The Health Ministry started administering third or booster doses six months after the beginning of its inoculation campaign against the coronavirus. Medical experts say the country needs to bolster its mass immunity and third doses are necessary to stave off a possible fourth wave in the pandemic.
The delta variant, more infectious when compared to the alpha variant, is the main source of concern for most countries and although Turkey has fewer variant cases than others, the strain still poses a risk. Professor Ismail Balık, an infectious diseases expert, says the variant is “60% more infectious” than alpha and affects children and youth more, unlike the earlier strain of the coronavirus. “It spreads faster among those not vaccinated. It is true that it reduces efficacy of vaccines but it is less effective on people who have had both their doses,” he said.
Third doses are currently being administered to health care workers and people aged 50 and above as these groups were the first to get vaccinated when the campaign started in January 2021. Those eligible can choose a different vaccine for the third shot. Professor Tuba Dal of Ankara Yıldırım Beyazıt University’s faculty of medicine, says the third dose will help in “boosting” antibody levels which are depleted even after second dose. “Basically, they ‘remind’ the body of the presence of virus,” she says.
Professor Sema Turan, member of Health Ministry’s Coronavirus Scientific Advisory Board which recommended to the government administering a third dose, says both inactive and messenger RNA (mRNA) vaccines – offered to the Turkish public currently – aim to create an antibody response in the body against the coronavirus but with time, this response decreases. “In most cases, antibody levels decrease within six months and this in turn, aggravates risk of infection,” she said.

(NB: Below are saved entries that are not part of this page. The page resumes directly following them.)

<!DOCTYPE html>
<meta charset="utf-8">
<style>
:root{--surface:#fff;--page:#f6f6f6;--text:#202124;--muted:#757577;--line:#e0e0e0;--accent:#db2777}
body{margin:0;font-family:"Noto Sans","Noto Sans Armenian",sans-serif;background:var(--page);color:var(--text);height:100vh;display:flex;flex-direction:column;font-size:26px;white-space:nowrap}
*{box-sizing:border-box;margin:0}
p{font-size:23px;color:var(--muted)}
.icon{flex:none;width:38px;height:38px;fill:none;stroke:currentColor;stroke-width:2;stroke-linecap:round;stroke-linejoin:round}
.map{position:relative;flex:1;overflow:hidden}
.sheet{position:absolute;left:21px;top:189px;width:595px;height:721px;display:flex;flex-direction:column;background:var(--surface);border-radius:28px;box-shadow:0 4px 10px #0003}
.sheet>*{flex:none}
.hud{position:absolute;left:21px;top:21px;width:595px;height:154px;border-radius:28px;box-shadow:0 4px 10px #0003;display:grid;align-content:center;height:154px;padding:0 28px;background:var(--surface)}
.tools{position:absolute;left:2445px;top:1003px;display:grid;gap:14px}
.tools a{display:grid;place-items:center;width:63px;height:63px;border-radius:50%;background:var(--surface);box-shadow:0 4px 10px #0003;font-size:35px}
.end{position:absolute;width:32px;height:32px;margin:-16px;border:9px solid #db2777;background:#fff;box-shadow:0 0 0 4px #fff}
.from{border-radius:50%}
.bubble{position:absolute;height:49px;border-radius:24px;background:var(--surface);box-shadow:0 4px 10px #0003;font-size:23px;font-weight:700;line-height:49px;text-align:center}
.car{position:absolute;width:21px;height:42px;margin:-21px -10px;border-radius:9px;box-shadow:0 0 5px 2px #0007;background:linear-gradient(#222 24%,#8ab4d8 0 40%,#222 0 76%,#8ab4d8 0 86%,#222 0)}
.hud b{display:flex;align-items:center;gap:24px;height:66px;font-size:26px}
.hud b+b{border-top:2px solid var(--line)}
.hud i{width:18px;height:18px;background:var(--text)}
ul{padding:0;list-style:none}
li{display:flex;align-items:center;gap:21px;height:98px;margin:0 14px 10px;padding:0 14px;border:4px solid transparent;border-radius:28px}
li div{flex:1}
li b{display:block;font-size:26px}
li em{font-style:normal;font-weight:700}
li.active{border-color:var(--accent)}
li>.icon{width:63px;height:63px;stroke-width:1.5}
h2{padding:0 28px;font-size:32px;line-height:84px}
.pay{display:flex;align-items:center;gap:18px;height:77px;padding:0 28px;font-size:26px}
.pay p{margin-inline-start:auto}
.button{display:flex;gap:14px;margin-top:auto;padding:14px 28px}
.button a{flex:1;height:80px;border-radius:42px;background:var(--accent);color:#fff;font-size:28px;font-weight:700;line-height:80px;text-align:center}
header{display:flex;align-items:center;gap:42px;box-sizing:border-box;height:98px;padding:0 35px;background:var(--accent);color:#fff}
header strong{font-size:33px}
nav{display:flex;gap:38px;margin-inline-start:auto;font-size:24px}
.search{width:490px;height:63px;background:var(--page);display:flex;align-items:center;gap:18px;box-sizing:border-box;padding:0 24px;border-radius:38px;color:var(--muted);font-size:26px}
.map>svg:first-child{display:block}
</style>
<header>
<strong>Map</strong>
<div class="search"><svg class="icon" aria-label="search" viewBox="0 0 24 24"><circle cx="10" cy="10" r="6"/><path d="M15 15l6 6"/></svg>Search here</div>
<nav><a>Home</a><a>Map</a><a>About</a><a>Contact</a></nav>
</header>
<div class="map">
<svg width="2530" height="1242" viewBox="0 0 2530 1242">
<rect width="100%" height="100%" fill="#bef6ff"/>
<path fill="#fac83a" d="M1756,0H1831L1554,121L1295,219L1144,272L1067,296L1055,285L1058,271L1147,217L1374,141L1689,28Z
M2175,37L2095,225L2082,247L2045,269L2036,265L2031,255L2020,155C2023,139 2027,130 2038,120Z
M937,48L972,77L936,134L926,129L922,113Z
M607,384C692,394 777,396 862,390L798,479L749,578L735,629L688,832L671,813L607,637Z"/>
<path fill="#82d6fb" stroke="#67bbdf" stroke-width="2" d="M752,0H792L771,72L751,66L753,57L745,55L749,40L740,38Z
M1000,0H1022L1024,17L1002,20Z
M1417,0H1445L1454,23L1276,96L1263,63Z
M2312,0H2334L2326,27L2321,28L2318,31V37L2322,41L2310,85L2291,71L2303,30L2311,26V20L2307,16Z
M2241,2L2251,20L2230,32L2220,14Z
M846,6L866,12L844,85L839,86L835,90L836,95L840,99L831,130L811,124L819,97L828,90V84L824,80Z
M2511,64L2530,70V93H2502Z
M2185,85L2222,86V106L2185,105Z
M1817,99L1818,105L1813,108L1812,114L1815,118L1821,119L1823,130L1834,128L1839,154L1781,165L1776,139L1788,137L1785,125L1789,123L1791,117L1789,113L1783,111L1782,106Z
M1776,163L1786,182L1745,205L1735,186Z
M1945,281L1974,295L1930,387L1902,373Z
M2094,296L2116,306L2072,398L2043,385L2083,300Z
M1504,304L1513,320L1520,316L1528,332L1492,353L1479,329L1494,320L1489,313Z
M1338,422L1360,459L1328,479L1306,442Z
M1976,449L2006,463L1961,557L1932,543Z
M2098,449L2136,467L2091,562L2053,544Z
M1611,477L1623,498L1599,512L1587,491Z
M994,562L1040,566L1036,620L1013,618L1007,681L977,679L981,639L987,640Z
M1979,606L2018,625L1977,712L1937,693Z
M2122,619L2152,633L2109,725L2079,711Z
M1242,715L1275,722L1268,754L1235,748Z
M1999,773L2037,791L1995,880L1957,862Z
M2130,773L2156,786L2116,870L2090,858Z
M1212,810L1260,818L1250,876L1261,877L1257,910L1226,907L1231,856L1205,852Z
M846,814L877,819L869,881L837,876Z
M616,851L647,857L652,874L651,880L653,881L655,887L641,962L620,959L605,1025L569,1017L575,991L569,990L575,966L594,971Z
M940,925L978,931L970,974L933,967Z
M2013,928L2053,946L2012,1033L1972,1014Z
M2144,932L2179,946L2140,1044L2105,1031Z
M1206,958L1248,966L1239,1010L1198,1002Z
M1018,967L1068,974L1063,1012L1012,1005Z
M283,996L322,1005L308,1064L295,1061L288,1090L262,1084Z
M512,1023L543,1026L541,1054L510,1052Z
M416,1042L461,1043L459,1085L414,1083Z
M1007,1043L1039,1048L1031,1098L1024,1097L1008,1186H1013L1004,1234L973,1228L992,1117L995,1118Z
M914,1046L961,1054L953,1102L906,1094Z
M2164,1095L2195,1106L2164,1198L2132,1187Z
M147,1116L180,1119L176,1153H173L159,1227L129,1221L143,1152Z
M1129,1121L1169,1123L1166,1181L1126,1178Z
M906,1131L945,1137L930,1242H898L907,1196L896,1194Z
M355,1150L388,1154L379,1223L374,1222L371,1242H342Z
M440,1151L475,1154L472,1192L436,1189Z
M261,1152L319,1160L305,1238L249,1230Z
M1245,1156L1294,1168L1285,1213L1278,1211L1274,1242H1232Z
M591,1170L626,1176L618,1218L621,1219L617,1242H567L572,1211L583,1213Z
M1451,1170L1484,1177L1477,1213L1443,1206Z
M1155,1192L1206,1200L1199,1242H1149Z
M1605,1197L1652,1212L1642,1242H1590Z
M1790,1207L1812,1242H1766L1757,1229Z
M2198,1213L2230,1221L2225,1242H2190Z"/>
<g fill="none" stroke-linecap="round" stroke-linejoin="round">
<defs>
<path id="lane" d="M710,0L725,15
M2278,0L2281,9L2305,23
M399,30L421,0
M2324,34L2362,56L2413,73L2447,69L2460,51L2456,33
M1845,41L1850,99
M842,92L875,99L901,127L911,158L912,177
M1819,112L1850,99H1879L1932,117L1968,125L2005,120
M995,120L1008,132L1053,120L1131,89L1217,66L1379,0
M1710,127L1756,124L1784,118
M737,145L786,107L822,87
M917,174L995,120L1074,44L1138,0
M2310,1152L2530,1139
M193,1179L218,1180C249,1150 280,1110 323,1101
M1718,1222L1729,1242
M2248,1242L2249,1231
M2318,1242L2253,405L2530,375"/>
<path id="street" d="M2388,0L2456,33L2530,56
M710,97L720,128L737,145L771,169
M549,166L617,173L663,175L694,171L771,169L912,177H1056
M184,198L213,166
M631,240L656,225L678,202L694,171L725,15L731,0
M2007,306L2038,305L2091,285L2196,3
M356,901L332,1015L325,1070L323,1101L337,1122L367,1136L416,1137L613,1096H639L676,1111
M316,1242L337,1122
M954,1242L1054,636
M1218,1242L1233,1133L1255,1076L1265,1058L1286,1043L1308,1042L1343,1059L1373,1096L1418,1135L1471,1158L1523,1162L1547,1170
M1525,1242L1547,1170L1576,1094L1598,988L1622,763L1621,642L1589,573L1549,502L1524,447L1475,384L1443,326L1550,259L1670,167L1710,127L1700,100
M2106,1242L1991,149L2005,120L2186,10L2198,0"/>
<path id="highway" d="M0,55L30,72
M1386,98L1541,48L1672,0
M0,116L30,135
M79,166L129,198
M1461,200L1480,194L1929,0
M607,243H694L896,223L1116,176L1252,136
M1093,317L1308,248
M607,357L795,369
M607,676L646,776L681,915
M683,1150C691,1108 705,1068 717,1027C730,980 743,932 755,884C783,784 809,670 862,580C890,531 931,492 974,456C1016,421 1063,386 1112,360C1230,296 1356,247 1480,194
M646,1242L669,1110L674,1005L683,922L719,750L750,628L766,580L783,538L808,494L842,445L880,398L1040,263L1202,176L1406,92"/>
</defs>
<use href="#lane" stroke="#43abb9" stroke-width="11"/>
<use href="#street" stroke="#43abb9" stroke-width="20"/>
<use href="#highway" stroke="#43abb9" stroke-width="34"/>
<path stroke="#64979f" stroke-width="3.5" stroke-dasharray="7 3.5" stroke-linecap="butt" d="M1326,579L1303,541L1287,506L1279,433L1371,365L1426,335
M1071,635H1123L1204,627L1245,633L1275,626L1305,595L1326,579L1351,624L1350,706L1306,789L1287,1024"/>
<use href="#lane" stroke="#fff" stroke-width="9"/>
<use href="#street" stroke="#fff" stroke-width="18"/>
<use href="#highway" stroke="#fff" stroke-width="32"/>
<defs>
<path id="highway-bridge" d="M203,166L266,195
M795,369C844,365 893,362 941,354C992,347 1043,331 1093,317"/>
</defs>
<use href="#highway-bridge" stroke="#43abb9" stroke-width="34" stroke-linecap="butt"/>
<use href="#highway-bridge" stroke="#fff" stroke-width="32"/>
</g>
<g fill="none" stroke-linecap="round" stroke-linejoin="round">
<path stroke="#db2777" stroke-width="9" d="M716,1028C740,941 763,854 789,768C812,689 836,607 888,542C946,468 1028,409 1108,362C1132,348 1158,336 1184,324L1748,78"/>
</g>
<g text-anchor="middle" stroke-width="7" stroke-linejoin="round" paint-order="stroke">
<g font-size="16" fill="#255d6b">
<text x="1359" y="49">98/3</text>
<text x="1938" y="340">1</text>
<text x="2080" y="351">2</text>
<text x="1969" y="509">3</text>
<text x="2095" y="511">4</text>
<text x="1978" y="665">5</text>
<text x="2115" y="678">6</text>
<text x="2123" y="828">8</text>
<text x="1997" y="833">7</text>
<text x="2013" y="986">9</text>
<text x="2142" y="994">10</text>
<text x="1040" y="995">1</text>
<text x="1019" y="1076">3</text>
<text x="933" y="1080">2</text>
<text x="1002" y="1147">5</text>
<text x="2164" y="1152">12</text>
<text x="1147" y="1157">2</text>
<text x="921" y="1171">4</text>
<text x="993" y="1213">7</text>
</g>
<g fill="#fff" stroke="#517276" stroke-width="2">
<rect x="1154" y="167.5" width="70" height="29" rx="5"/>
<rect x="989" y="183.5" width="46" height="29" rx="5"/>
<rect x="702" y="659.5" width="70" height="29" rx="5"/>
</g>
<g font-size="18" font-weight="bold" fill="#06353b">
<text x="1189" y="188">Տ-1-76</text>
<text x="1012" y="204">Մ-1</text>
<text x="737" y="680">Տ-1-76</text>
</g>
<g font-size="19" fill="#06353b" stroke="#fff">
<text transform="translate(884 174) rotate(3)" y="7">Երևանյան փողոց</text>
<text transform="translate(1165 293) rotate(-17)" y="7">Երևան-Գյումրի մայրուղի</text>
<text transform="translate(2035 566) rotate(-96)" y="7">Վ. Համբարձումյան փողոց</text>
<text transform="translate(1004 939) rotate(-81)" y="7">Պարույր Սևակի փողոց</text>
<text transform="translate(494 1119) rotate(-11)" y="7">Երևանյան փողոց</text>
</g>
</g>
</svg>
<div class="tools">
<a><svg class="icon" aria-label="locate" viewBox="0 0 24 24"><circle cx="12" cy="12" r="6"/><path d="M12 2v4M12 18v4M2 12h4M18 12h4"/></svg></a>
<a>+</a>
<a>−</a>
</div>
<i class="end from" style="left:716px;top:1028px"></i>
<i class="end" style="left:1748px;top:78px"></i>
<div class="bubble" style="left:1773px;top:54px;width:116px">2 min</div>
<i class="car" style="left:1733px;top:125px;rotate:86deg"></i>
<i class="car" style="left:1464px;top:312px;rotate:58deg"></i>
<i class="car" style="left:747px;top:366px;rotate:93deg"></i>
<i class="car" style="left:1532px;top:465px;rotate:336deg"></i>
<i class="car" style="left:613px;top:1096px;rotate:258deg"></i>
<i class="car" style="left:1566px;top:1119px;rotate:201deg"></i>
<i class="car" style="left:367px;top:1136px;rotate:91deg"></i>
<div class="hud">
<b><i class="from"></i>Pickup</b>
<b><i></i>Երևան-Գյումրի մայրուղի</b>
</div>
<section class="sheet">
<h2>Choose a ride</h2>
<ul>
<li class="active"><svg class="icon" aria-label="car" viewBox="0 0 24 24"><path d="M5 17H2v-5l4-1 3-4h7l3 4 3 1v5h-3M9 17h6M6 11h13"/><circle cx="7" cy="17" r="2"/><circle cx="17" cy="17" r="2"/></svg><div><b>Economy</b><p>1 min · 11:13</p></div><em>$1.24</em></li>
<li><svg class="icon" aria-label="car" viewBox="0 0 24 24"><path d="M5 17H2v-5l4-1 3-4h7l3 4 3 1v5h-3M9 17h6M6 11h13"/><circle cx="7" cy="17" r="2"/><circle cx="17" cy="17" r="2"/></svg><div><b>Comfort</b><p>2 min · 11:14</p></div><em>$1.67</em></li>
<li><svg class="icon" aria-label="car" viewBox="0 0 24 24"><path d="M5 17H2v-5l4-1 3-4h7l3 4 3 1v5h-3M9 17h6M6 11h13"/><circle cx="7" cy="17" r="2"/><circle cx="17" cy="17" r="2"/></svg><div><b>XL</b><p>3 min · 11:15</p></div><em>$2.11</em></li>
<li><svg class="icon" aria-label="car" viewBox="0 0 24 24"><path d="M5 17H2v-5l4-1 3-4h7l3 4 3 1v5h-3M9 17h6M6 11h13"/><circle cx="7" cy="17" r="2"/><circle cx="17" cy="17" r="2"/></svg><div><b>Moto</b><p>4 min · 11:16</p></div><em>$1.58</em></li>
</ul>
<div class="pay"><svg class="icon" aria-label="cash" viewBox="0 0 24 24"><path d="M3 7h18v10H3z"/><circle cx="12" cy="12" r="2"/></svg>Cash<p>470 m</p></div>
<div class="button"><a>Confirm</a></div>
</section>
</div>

Professor Kenan Midilli, another member of the Board, said both groups eligible for third doses are under “higher risk” and their vaccination would help in achieving a stronger immunity against the delta variant. Professor Necmettin Ünal, a medical expert from Ankara University, says the Pfizer-BioNTech vaccine had offered “33% protection” with one dose, against the delta variant, and with two doses, this rate rises to 88%. Ünal said Sinovac’s vaccine appears less protective against the delta but a third dose can provide sufficient protection. He pointed out that Turkey needs 70% of its population vaccinated with at least two doses of vaccines to achieve mass immunity to end the pandemic.
Following an increase in vaccination rates, the country recorded a significant decline in daily cases, from as high as 60,000 in April to around 5,000 nowadays. In light of the decrease, the government has decided to lift most restrictions, including daily curfews and weekend lockdowns. After suffering a slowdown in vaccination figures due to unexpected delays in shipments of doses, Turkey has significantly increased the reach and the speed of the campaign.